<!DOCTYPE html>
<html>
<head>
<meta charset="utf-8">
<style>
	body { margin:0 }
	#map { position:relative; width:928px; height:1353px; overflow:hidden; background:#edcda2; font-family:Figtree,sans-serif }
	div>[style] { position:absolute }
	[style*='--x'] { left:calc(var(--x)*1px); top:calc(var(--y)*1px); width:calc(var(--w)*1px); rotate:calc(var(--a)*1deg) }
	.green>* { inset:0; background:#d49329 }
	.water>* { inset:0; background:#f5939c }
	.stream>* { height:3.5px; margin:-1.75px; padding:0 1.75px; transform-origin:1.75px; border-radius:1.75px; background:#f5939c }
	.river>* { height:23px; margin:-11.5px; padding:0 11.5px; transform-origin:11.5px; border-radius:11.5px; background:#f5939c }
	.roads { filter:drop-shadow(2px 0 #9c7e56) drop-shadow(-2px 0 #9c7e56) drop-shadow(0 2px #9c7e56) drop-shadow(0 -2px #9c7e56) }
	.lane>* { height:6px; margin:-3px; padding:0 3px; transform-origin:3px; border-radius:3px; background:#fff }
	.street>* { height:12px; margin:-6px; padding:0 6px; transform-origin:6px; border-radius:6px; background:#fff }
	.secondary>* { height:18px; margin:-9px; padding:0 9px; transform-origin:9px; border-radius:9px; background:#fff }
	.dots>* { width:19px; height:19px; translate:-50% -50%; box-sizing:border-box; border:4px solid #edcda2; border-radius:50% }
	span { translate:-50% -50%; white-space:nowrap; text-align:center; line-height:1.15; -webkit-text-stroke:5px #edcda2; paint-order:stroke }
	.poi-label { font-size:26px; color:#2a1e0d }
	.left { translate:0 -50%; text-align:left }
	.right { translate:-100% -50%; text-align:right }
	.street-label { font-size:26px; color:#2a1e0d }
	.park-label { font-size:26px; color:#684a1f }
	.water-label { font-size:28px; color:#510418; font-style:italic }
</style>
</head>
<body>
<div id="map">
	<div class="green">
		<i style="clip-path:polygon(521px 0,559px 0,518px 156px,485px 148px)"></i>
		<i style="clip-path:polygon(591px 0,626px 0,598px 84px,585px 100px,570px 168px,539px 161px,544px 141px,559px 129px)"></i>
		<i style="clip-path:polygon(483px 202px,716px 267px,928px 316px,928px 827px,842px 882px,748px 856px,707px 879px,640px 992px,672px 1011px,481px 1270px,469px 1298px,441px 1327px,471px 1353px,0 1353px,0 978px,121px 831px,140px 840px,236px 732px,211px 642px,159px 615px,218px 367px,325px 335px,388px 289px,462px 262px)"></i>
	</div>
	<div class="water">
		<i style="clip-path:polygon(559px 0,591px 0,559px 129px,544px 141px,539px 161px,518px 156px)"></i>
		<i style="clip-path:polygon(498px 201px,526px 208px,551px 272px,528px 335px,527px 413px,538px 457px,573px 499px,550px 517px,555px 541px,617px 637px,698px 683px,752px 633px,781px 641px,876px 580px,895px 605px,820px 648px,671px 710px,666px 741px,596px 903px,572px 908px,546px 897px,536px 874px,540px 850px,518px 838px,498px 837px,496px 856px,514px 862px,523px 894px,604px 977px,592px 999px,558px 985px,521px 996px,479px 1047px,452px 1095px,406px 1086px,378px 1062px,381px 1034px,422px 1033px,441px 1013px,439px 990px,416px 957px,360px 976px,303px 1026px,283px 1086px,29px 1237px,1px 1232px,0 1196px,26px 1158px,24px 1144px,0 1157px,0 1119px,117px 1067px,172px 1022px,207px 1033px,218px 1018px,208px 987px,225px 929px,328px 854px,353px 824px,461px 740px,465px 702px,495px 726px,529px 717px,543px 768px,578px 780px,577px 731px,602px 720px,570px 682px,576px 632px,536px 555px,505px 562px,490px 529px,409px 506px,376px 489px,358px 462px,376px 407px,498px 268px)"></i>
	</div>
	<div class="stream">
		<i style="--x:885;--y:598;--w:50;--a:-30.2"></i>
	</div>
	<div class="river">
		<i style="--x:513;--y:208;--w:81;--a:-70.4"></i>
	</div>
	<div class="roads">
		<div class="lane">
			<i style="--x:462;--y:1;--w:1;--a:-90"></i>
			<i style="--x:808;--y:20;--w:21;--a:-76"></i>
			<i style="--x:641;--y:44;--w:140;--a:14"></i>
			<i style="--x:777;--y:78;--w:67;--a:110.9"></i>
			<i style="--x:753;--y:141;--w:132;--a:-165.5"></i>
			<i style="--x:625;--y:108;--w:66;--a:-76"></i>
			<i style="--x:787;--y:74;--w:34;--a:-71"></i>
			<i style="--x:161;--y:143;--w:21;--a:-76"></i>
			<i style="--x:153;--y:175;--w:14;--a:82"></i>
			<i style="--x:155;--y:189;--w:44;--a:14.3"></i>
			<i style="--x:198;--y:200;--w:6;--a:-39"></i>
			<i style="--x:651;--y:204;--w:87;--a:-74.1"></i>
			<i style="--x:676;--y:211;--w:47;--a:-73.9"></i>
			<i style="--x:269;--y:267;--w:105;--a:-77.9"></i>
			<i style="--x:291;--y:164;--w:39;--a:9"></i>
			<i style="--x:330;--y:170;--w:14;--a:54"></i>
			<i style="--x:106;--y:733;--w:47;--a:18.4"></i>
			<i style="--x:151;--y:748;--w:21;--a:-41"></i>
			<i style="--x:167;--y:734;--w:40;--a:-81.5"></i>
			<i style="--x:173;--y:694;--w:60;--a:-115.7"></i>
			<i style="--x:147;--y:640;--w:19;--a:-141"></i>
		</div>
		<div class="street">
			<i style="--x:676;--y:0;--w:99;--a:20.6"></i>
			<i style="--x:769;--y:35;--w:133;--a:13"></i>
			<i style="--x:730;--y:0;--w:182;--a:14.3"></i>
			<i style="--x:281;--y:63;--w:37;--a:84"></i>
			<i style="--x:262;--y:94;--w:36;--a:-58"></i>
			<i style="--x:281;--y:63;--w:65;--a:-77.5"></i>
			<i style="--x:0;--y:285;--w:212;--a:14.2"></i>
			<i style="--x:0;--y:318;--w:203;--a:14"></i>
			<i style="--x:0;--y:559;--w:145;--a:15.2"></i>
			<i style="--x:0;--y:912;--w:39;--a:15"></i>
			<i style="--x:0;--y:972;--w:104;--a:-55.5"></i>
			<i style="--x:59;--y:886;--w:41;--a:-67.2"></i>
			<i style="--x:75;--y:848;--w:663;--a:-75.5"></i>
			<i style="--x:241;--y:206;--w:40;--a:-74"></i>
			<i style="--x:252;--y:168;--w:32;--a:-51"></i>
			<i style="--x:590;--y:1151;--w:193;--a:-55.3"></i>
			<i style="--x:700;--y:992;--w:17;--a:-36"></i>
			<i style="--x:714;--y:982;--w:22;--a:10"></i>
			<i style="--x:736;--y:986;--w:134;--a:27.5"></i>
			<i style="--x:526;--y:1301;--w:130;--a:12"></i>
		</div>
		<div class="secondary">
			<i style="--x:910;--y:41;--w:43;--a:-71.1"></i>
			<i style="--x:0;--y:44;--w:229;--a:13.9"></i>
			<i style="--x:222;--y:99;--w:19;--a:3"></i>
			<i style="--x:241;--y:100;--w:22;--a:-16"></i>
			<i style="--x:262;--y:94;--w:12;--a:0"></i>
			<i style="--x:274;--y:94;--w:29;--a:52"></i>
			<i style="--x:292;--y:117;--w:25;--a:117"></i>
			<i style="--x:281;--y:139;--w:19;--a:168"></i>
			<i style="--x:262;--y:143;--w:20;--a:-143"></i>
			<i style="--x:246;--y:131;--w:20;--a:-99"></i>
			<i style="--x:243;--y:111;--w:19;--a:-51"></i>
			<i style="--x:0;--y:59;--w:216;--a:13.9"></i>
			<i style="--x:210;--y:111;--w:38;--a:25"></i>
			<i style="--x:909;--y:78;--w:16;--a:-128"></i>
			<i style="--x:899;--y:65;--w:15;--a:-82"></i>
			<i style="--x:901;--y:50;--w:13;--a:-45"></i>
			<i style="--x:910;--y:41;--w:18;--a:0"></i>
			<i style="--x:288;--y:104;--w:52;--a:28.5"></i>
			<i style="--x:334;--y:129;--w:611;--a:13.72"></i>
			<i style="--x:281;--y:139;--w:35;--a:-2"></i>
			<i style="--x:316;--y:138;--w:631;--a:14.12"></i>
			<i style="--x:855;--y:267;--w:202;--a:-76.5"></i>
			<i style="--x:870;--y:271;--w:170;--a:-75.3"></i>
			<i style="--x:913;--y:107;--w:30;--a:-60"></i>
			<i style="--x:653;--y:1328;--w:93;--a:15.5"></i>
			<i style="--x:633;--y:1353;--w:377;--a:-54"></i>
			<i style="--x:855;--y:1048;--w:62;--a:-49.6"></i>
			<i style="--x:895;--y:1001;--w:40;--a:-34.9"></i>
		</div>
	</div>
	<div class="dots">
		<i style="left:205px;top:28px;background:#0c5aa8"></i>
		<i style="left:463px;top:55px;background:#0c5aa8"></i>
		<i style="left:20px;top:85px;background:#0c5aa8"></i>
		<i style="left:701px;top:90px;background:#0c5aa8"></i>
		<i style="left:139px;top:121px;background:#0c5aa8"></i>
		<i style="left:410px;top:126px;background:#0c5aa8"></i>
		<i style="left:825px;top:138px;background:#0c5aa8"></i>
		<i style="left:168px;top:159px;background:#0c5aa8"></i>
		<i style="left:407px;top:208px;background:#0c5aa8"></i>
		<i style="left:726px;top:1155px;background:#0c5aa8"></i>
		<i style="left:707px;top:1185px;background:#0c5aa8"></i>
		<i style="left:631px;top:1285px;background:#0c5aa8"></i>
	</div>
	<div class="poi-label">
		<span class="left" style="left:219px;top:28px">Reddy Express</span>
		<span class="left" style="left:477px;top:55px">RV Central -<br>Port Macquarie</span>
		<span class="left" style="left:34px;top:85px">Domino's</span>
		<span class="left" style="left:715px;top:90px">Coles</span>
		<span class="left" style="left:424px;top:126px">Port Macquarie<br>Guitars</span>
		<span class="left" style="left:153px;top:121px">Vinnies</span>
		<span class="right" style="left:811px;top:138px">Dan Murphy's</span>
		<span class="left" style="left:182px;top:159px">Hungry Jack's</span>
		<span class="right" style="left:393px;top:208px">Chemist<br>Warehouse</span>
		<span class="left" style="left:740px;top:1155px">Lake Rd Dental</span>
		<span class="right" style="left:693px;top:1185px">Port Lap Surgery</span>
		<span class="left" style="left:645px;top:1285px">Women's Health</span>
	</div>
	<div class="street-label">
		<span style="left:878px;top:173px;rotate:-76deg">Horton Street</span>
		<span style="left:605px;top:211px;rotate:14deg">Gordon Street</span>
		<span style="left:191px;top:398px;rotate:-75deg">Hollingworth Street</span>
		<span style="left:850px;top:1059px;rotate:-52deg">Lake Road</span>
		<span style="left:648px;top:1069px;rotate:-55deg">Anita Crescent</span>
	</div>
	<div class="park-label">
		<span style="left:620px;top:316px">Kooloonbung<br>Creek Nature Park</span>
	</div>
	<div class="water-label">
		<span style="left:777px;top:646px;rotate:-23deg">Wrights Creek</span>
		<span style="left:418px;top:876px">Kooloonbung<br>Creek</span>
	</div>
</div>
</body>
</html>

○ ○ ○ ○ ○ ○ ○

Please count up the lines in the listing above holding the string "lane", and say the number with nothing else.

2